今回はジェットたちだけではなく、ゼクスたちやほかのギルド員たちもいる。自分が事務長の補佐になったというウィルバートを略称で呼び捨てていいのだろうか。
「あの、ウィルバートさんと呼んだほうがいいですか?」
そう思い尋ねたククル。見返すウィルバートの紺の瞳に驚愕と納得がよぎるが、すぐに笑みに消された。
「気遣いありがとう。よければ気にせずウィルと」
声をひそめ、素の口調で告げられて。
本当にいいのかとは思ったが、ククルはわかりましたと頷いておいた。
宿から出てきたゼクスが教官側四人の紹介のあと、今回訓練を受けるギルド員たちと宿と食堂を取り仕切るククルたち五人の顔合わせをする。
訓練生はリックを含めて五人、皆年若い少年たちばかりだった。
「理由に関わらず、町の住人に手を出した場合は厳罰に処す。許可なく町へ降りるのも禁止する。
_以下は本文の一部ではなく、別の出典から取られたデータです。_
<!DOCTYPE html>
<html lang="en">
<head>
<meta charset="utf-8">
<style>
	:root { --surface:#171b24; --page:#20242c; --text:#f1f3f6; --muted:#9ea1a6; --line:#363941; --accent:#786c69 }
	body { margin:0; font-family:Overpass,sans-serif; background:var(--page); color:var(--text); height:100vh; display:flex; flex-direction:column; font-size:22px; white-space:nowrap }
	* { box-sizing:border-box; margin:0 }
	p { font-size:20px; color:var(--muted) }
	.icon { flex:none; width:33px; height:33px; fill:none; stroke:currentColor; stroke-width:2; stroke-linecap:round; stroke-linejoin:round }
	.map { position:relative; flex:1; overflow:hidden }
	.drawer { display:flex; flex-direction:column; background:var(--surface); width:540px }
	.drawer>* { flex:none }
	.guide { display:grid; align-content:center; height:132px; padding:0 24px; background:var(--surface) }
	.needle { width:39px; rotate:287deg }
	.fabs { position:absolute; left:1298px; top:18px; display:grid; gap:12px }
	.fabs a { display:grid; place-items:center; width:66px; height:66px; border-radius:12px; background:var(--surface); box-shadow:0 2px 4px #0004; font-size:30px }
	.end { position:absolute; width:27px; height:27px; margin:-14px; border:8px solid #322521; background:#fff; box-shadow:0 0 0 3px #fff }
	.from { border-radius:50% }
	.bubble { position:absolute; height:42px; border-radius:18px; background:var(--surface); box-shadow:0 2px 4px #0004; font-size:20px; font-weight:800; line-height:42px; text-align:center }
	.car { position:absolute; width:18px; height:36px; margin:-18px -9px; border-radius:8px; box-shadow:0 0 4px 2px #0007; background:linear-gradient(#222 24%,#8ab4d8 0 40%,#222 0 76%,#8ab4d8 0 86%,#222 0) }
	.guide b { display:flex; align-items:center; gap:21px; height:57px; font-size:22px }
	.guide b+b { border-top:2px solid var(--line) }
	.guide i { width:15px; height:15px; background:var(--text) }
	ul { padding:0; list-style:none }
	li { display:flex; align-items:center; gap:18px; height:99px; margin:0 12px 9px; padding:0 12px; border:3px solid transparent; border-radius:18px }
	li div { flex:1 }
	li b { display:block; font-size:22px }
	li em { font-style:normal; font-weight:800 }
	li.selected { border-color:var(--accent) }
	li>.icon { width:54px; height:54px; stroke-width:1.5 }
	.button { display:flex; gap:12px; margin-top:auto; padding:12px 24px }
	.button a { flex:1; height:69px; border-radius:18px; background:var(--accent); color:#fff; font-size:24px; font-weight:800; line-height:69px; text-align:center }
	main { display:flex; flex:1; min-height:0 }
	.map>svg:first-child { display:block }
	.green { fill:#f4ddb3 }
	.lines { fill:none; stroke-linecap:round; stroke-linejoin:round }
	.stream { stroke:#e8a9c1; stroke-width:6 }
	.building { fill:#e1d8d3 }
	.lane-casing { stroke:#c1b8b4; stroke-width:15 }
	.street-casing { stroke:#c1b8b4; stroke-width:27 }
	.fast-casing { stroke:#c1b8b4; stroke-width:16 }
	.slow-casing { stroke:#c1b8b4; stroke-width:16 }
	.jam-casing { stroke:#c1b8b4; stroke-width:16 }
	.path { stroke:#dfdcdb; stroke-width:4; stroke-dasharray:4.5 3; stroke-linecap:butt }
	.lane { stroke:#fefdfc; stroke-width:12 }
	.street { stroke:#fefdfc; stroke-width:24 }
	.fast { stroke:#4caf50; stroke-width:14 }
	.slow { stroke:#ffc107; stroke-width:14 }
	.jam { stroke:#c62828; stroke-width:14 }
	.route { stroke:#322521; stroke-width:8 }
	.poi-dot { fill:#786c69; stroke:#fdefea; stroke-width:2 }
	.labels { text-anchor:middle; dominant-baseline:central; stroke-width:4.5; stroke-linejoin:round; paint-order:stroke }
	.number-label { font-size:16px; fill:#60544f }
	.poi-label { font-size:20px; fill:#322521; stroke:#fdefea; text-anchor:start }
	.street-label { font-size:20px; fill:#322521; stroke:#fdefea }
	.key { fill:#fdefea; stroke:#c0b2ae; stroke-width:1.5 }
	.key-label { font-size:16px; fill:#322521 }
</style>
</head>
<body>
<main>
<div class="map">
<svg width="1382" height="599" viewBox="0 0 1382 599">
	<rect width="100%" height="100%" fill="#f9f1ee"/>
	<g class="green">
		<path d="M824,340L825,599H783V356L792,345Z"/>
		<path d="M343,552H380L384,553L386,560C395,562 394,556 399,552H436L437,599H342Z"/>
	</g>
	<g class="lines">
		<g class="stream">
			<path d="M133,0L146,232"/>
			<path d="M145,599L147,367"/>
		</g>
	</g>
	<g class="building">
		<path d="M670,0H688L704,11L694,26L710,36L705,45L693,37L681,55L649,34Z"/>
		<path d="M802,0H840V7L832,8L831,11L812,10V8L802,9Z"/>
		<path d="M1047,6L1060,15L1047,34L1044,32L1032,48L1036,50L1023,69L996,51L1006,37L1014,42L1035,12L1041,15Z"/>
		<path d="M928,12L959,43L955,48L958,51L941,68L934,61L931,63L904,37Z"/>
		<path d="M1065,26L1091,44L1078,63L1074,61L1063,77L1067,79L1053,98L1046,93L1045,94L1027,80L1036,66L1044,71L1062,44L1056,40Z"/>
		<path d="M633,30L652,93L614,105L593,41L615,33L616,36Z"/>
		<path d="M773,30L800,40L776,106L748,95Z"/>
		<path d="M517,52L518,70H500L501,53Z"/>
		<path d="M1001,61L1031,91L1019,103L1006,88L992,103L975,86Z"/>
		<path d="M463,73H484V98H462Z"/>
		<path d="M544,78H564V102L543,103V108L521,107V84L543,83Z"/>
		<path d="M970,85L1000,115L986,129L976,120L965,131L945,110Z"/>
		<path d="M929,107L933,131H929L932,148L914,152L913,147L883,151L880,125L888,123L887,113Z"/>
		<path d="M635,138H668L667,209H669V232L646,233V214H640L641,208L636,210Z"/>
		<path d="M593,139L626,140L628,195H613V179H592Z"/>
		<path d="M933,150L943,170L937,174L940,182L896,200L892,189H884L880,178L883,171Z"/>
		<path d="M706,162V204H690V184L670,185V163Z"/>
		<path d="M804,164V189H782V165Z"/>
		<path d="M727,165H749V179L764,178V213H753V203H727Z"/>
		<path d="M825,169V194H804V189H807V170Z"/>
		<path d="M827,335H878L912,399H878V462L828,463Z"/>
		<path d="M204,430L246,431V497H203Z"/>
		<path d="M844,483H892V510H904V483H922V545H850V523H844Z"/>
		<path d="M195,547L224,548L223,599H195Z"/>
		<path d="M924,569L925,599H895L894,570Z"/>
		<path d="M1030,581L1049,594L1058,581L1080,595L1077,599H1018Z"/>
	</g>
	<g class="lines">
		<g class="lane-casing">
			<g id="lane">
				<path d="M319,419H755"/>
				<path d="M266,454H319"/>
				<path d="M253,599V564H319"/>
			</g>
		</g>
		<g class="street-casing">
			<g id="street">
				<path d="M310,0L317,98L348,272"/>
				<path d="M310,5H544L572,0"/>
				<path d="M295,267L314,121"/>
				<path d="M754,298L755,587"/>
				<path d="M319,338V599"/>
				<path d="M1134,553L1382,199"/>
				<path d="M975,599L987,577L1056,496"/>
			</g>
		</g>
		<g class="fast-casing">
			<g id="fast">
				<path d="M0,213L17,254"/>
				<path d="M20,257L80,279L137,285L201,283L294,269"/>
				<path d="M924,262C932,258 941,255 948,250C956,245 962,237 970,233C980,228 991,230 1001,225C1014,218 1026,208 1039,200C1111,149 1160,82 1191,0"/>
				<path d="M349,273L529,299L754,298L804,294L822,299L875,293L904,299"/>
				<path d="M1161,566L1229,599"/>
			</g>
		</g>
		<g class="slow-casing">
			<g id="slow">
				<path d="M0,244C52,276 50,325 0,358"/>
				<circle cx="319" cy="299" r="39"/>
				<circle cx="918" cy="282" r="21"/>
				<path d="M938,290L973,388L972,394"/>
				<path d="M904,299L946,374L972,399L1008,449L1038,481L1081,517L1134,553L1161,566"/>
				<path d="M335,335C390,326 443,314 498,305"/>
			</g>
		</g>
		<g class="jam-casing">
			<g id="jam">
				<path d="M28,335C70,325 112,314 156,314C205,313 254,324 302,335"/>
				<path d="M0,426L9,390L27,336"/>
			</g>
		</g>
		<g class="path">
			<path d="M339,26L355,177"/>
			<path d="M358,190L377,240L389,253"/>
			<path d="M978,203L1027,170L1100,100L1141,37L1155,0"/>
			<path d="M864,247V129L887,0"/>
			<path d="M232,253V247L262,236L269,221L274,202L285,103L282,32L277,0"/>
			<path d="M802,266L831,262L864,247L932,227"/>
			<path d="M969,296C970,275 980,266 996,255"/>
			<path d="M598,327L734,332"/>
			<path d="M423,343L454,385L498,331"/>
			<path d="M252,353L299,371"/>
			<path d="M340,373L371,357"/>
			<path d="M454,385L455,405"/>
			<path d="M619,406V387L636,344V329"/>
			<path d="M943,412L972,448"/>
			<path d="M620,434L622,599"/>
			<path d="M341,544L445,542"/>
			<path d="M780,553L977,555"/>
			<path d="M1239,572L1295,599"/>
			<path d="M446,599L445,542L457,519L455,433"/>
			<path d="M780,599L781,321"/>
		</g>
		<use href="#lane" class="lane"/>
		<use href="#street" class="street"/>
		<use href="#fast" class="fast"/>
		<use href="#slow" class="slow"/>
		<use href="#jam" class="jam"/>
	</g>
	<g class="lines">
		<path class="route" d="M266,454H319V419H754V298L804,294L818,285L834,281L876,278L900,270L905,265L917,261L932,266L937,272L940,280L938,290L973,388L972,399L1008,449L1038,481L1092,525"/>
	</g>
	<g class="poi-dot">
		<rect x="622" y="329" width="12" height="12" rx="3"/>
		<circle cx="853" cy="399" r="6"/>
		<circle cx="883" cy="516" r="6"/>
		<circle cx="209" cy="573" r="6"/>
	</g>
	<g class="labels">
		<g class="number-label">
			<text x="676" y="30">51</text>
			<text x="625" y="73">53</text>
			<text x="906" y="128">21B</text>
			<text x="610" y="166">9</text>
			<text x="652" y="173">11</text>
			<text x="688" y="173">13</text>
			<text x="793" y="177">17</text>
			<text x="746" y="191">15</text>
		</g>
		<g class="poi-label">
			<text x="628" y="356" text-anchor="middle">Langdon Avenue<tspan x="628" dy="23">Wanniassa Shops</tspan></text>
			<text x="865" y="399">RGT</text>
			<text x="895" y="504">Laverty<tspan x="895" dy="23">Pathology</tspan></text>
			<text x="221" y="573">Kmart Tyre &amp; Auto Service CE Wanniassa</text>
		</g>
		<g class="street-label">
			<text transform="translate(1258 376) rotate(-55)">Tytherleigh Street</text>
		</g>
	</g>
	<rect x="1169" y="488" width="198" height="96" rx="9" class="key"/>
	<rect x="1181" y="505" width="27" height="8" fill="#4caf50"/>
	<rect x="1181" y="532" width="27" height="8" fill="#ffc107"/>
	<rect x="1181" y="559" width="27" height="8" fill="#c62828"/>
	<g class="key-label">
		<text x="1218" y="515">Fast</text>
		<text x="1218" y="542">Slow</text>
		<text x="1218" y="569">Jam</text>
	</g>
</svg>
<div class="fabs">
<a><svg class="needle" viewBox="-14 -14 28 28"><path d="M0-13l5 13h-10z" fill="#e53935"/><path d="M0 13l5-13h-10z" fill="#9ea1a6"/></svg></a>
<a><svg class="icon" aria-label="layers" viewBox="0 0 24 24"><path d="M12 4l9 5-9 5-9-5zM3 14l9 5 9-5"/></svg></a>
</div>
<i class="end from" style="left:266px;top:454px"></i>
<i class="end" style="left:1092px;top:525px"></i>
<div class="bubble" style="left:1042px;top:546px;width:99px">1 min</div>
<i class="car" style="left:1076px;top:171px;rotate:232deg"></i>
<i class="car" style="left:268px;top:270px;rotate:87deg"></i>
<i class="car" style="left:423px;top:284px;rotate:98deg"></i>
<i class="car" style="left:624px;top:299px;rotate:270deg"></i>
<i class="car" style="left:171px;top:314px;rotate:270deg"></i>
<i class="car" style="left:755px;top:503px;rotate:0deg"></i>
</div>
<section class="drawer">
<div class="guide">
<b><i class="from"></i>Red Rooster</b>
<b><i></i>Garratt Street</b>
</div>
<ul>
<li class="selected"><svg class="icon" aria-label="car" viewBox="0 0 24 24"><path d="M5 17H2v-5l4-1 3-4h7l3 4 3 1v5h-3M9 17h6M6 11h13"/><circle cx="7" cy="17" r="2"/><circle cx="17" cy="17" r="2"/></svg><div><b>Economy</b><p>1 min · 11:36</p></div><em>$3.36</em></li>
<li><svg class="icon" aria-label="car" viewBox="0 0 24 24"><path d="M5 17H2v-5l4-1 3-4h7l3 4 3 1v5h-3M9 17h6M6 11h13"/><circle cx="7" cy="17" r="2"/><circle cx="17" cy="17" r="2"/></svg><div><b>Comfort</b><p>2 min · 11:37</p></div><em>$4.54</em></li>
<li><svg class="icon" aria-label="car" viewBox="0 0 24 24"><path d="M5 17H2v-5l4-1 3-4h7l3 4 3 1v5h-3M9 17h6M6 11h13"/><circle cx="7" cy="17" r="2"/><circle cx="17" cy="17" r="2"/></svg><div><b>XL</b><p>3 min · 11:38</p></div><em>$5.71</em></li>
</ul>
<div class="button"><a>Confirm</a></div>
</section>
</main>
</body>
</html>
町の厚意でここを使わせてもらっていることを努々忘れるな」
緊張気味の少年たちに厳しい声でそう言い置いてから、これからの予定を話す。
今日は軽く各自の身体能力を見る程度で、訓練自体は明日からだ。
ぞろぞろと宿へ向かうリックたちを見送ってから、ククルは店へと戻る。
荷解きがてら少し休憩、と言っていた。前のようにお茶をするのは最終日だけと言われたが、到着したばかりの彼らに部屋で飲んでもらうくらいならいいかと考える。
テオに話すと、お茶は宿で淹れると言って出ていった。ウィルバートが来るので焼いておいたパウンドケーキを切り、人数分包む。
レムが引き受けてくれた、とテオはすぐに戻ってきた。
「俺行こうか? それとも様子見たい?」
「苦手な物も聞きたいし、私が」
前回同様、ギルド員たちの食事内容はこちらで決めていいことになっていた。セドラムを含めて面識がない五人には事前に聞いておければ配慮もできる。
まずはゼクスに渡して訓練生たちにも出していいかと尋ねると、ククルちゃんらしいなと笑って許可をくれた。
「ひとりじゃ大変だろう。ロイ、手伝ってこい」
ゼクスにそう振られ、ロイヴェインは僅かに動きを止めてからククルを見る。
「ククルさえいいなら」
見える遠慮と迷いには気付かない振りをして、ククルは微笑んで頷いた。
「お願いしてもいいですか?」
「…喜んで」
瞳を細めるロイヴェインが、安堵を滲ませ呟いた。
二階のゼクスたちの部屋から宿の厨房へお茶を取りに行く。
やはり少し距離を空けてついてくるロイヴェイン。階段の手前、ククルは立ち止まって振り返った。
「…ロイ」
同じように立ち止まり、呼ばれた名に首を傾げる。
「何?」
「気を遣ってくれてますよね?」
見返す瞳に驚きはなく、ただ薄い微笑みと共に頷かれる。
「そりゃあね。…俺はもうククルを泣かせたりも、怖がらせたりも、したくないから」
心から願うような、切なる声。
ロイヴェインの後悔の深さを垣間見、ククルは瞳を伏せる。
彼をここまで追い詰めたのは、無意識とはいえ自分の態度でもあるのだから。
お互い忘れると言っても以前と同じようにはできない。しかし、それでも。
「…もう少し、力を抜いてください」
来てくれた客が楽しそうに食事をする様子に励まされ、美味しかったと言われて喜んで。
そんな自分には、遠慮気味に微笑む今の彼の姿は見ていて辛い。
「店に来て、寛いでもらえないのは悲しいです」
言い切った、ククルにしては強い声に。
見つめ返す翡翠の瞳が揺らぎ、伏せられる。
「…ククルは優しいね」
ぽつりと洩らし、視線を上げるロイヴェイン。占める憂いを振り払うように、息をつき、笑みを見せる。
「ありがとう」
ロイヴェインは呟き、一歩だけ歩を寄せた。
全員にお茶と菓子を配り終わり、ロイヴェインは部屋に戻った。
「ご苦労だったな」
そう言い笑うゼクスに首を振り、テーブルに自分の分のトレイを置く。
礼を言い、トレイを手渡してくれたククル。受け取るのに、指に触れてしまわないよう気を付けた。
―――本当は触れたい。
心の中ではそう思っているのに、どこまで力を抜いて接してもいいのか。もう自分にもわからない。
それでもククルの言葉は嬉しかった。
違うとわかっていても、諦めなくていいと言われているように聞こえて仕方がなかったが。
己の手を見つめ、嘆息する。
見失った距離感を取り戻すには、もうしばらくかかりそうだった。